Abstract
Background: Nearly 18 million people die from cardiovascular disease (CVD) each year according to the World Health Organisation. One of the outcomes of CVD is the development of cardiac arrhythmias. A mechanism through which arrhythmias occur is due to abnormal calcium (Ca2+) signalling via the Ryanodine Receptor Type II (RyR2). Several kinases are known to alter the activity of RyR2, with the consensus being that hyperphosphorylation leads to abnormal Ca2+ release and arrhythmia. Within the Jones’ lab, a novel kinase, CK2, has been shown to alter RyR2 activity. In contrast to most kinases, removing RyR2 phosphorylation by CK2 results in an increased ‘leak’ of Ca2+ from RyR2, proving pro-arrhythmogenic. However, whether CK2-mediated hyperphosphorylation of RyR2 is protective against Ca2+ leak and arrhythmia has yet to be investigated.

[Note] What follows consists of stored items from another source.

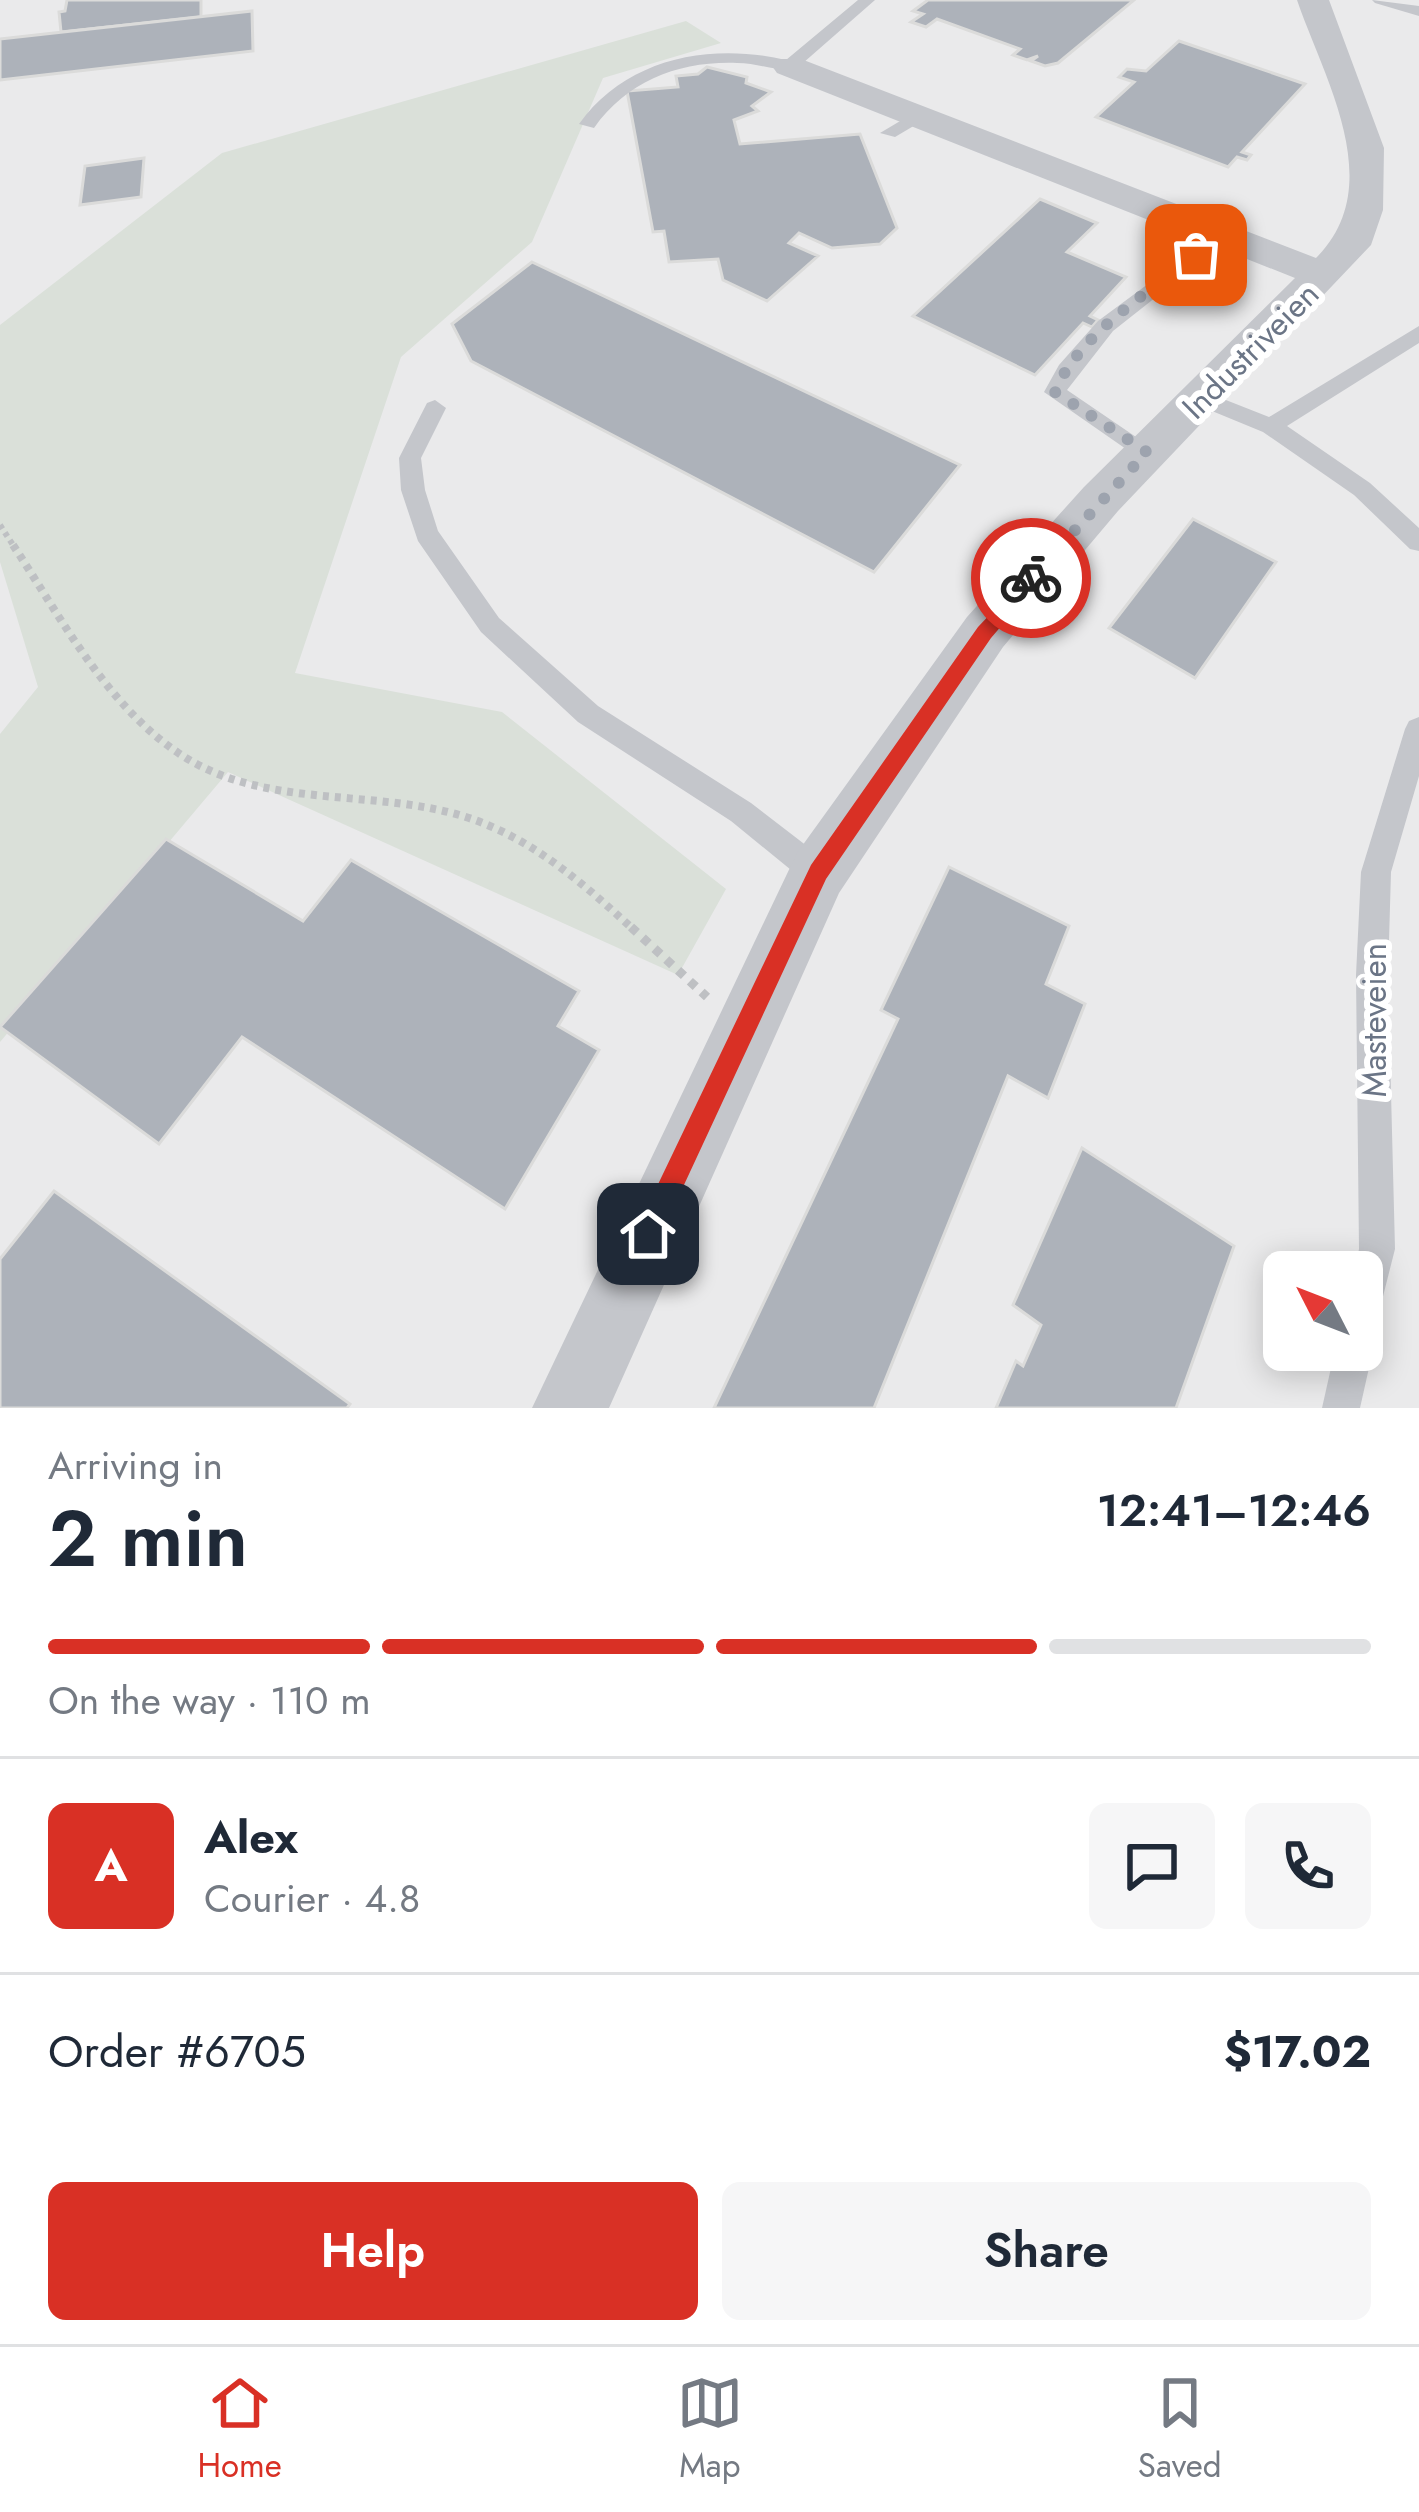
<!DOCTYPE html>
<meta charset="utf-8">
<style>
:root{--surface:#fff;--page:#f6f6f7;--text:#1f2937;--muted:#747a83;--line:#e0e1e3;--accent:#d93025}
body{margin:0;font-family:Jost,sans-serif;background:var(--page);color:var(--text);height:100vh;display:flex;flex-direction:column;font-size:45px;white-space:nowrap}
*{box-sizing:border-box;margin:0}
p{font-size:39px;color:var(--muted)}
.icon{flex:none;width:66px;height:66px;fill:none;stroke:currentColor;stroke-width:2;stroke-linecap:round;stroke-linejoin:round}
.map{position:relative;height:1408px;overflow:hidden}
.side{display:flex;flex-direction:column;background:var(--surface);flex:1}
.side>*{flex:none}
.needle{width:78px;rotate:312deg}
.fabs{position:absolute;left:1263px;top:1251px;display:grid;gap:24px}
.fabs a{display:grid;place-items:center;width:120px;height:120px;border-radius:18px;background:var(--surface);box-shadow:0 6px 30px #0003;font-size:60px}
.pin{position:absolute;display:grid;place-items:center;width:102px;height:102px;color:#fff;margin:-51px;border-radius:24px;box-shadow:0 6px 18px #0006}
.courier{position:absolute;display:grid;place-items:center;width:120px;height:120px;margin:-60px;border:9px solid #d93025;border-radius:50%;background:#fff;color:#222;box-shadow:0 3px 15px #0007}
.overview em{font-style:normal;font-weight:600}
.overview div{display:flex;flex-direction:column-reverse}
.overview{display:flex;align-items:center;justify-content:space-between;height:204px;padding:0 48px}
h1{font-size:78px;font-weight:600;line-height:90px}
.bar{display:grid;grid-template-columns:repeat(4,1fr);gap:18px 12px;align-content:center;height:144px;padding:0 48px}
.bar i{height:15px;border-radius:9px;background:var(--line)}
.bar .on{background:var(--accent)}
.bar p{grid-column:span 4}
.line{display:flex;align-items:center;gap:30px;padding:0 48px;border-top:3px solid var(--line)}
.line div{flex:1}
.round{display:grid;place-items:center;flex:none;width:126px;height:126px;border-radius:18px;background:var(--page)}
.button{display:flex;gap:24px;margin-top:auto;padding:24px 48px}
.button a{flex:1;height:138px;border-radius:18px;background:var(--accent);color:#fff;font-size:48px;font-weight:600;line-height:138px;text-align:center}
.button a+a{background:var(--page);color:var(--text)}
.tabs{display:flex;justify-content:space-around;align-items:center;height:168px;border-top:3px solid var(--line);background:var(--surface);font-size:33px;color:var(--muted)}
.tabs a{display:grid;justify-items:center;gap:6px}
.tabs .on{color:var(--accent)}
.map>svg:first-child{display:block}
.built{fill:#eaeaeb;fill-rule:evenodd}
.green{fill:#dae0d9}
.building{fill:#adb2ba;stroke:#dbdbda;stroke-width:3}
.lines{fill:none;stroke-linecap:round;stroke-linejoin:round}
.path-far2{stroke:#bec0c3;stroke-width:6;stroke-dasharray:4.5 4.5;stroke-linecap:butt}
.path-far1{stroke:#bec0c3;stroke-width:8;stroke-dasharray:6 6;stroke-linecap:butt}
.path{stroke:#bec0c3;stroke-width:9;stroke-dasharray:8 8;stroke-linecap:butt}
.service{fill:#c4c6cb;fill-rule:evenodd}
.minor{fill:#c4c6cb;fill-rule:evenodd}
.route{fill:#d93025}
.done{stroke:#9da3ae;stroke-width:12;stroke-dasharray:0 21.6}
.labels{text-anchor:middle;stroke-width:12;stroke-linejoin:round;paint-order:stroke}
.street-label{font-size:33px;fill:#6b7586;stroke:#fff}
</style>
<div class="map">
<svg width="1419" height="1408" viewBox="0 0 1419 1408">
<rect width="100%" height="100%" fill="#f9f9f8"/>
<path class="built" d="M 0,0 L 1419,0 L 1419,1408 L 0,1408 ZM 1284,1272 L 1362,1272 L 1362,1350 L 1284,1350 Z"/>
<path class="green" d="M 686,21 L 721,43 L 603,78 L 532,242 L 401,357 L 295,673 L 502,712 L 726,889 L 678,975 L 228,772 L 0,1042 L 0,734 L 38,687 L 0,562 L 0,325 L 222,153 Z"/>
<g class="building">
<path d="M 67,0 L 201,0 L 201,17 L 61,32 L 59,12 L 65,11 Z"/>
<path d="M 928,0 L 1134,0 L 1058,63 L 1045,66 L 1031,61 L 1038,56 L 1027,60 L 1013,55 L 1020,49 L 937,19 L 926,27 L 911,22 L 923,14 L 913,11 Z"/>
<path d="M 252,11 L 253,51 L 0,80 L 0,39 Z"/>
<path d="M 1179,41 L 1305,84 L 1242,152 L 1251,155 L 1247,160 L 1237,157 L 1228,167 L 1096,117 L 1134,82 L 1119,77 L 1127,69 L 1146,71 Z"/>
<path d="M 707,67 L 747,77 L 746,83 L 771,92 L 752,106 L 758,111 L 734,120 L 740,144 L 860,134 L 897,228 L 880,244 L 832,248 L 799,233 L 789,243 L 818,256 L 767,301 L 723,280 L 718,259 L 669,262 L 664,231 L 653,232 L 627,91 L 678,87 L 676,76 L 698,74 Z"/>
<path d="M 144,158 L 141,197 L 80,205 L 85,166 Z"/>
<path d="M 1040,199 L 1097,223 L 1067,252 L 1126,277 L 1090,316 L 1098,320 L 1092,327 L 1083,323 L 1035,375 L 913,316 Z"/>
<path d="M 532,262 L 960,465 L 874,572 L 471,361 L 452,324 Z"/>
<path d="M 1193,519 L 1276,562 L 1195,678 L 1109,628 Z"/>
<path d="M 166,839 L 303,921 L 351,860 L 579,991 L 558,1026 L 599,1050 L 505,1209 L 242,1037 L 159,1144 L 0,1027 Z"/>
<path d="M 949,867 L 1069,926 L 1046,984 L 1085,1004 L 1048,1098 L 1008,1076 L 874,1408 L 714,1408 L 898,1019 L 881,1010 Z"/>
<path d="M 1082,1148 L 1234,1246 L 1176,1408 L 996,1408 L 1016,1361 L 1023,1366 L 1041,1325 L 1013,1305 Z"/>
<path d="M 54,1191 L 350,1404 L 347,1408 L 0,1408 L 0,1259 Z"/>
</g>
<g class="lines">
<path class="path-far2" d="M 0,525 L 15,548"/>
<path class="path-far1" d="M 13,545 C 60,616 105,703 177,752 C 261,811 375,787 469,818 C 533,839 585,885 634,930"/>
<path class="path" d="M 631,927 L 707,997"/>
<g class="service">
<path d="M 858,0 L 875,0 L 795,70 C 776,71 757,63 737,63 C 680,61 628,80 594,128 L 579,124 C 626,58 710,42 786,60 Z"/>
<path d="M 1372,0 L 1419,6 L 1419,16 L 1375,3 Z"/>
<path d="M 912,114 L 927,118 L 895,137 L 880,133 Z"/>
<path d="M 1225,227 L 1235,233 L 1232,237 L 1113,331 L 1067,390 L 1158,452 L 1155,458 L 1139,458 L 1044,392 L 1059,365 L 1098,321 Z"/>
<path d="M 1419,326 L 1419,343 L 1287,426 L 1370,483 L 1419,528 L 1419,551 L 1410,549 L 1354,495 L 1263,432 L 1195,404 L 1192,399 L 1203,391 L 1269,417 Z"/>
<path d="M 435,400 L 446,408 L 421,458 L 425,490 L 438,531 L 499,618 L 598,706 L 751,803 L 829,863 L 833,873 L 829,883 L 818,887 L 807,883 L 731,821 L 578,722 L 481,632 L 418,541 L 401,490 L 399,458 L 427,403 Z"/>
<path d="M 1419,717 L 1419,776 L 1391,872 L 1388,975 L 1395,1249 L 1375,1328 L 1362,1333 L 1362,1272 L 1354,1272 L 1359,1249 L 1356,975 L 1361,872 L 1405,729 L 1409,721 Z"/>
<path d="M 1362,1335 L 1373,1350 L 1360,1408 L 1322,1408 L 1335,1350 L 1362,1350 Z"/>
</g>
<path class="minor" d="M 1297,0 L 1329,0 L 1384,148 L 1383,210 L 1371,245 L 1118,511 L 1003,647 L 839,893 L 609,1408 L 532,1408 L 797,853 L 967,617 L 1084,487 L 1295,278 L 777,73 L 772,66 L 777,59 L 801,59 L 1316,258 C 1389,185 1324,79 1297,0 Z"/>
</g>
<path class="route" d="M 1031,571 L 1040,578 L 1038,583 L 991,638 L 826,879 L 657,1243 L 639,1243 L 639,1224 L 811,865 L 978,627 Z"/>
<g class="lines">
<path class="done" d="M 1031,578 L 1147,452 L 1055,392 C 1077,336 1150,291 1196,255"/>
</g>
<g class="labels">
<g class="street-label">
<text transform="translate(1250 350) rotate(-45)" y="12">Industriveien</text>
<text transform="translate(1374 1020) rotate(-90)" y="12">Masteveien</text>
</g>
</g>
</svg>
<div class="fabs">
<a><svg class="needle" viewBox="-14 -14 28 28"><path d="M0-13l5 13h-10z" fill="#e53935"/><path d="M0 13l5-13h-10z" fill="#747a83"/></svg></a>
</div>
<div class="pin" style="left:1196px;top:255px;background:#ea580c"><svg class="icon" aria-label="bag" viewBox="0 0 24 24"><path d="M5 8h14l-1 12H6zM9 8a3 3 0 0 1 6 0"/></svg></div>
<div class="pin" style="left:648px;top:1234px;background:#1f2937"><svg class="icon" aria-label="home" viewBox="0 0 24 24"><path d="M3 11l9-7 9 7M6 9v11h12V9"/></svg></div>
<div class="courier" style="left:1031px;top:578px"><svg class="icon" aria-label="bike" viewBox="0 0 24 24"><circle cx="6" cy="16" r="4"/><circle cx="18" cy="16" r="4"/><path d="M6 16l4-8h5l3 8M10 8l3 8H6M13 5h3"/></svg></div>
</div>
<section class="side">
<div class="overview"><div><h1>2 min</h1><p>Arriving in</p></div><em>12:41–12:46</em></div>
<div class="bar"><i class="on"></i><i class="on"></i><i class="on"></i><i></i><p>On the way · 110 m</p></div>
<div class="line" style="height:216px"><b class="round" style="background:var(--accent);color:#fff">A</b><div><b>Alex</b><p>Courier · 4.8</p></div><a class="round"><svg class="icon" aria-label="chat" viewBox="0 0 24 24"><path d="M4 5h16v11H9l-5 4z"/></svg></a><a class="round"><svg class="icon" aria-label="phone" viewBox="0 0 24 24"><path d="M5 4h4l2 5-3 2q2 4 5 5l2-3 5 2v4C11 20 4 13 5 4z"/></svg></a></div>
<div class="line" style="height:156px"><div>Order #6705</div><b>$17.02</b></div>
<div class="button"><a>Help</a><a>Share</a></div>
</section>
<nav class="tabs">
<a class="on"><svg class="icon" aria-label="home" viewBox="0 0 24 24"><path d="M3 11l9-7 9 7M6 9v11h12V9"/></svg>Home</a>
<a><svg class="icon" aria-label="map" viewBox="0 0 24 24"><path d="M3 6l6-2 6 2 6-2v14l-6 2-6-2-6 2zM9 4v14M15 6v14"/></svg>Map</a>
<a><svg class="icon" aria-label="saved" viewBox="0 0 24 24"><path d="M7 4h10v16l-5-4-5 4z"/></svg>Saved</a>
</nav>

Hypothesis: We hypothesized that CK2-mediated hyperphosphorylation of RyR2 will reduce Ca2+ leak.
Methods: Cardiomyocytes were isolated via collagenase digestion from mice with phosphomimetic mutations at the CK2 phosphorylation sites Serine-2692 and Serine-2963. These mutations mimic complete hyperphosphorylation of RyR2. Ca2+ leak was determined using line scanning confocal microscopy of Fluo-4-AM-loaded cardiomyocytes. ImageJ SparkMaster analysis was used to determine the amount of Ca2+ leak occurring. The cardiomyocytes were imaged under baseline conditions and under isoproterenol exposure to stimulate the β-adrenergic stress response. Normal Ca2+ release was also assessed using electrical pacing to determine if changes also occurred in normal Ca2+ handling of the mutant cardiomyocytes.
Results: In cardiomyocytes from wildtype animals, the application of isoproterenol resulted in a significant increase (p = 0.0019) in Ca2+, compared to baseline. In contrast, cardiomyocytes from both the heterozygous and homozygous mutant mice exhibited no change in Ca2+ leak in response to β-adrenergic stimulation (p = 0.7044 and 0.1550, respectively). There were no differences to normal Ca2+ handling (Ca2+ release amplitude, duration and Tau Decay) between genotypes.
Conclusions: The results suggest that stress-induced Ca2+ leak is attenuated in the mutant cardiomyocytes compared to wildtype. This indicates hyperphosphorylation of RyR2 by CK2 has a protective effect against the increased Ca2+ leak. Therefore, this supports the working hypothesis and suggests that CK2-mediated hyperphosphorylation may also reduce cardiac arrhythmias. Ultimately, this mechanism has the potential to be a novel therapeutic target for preventing cardiac arrhythmias.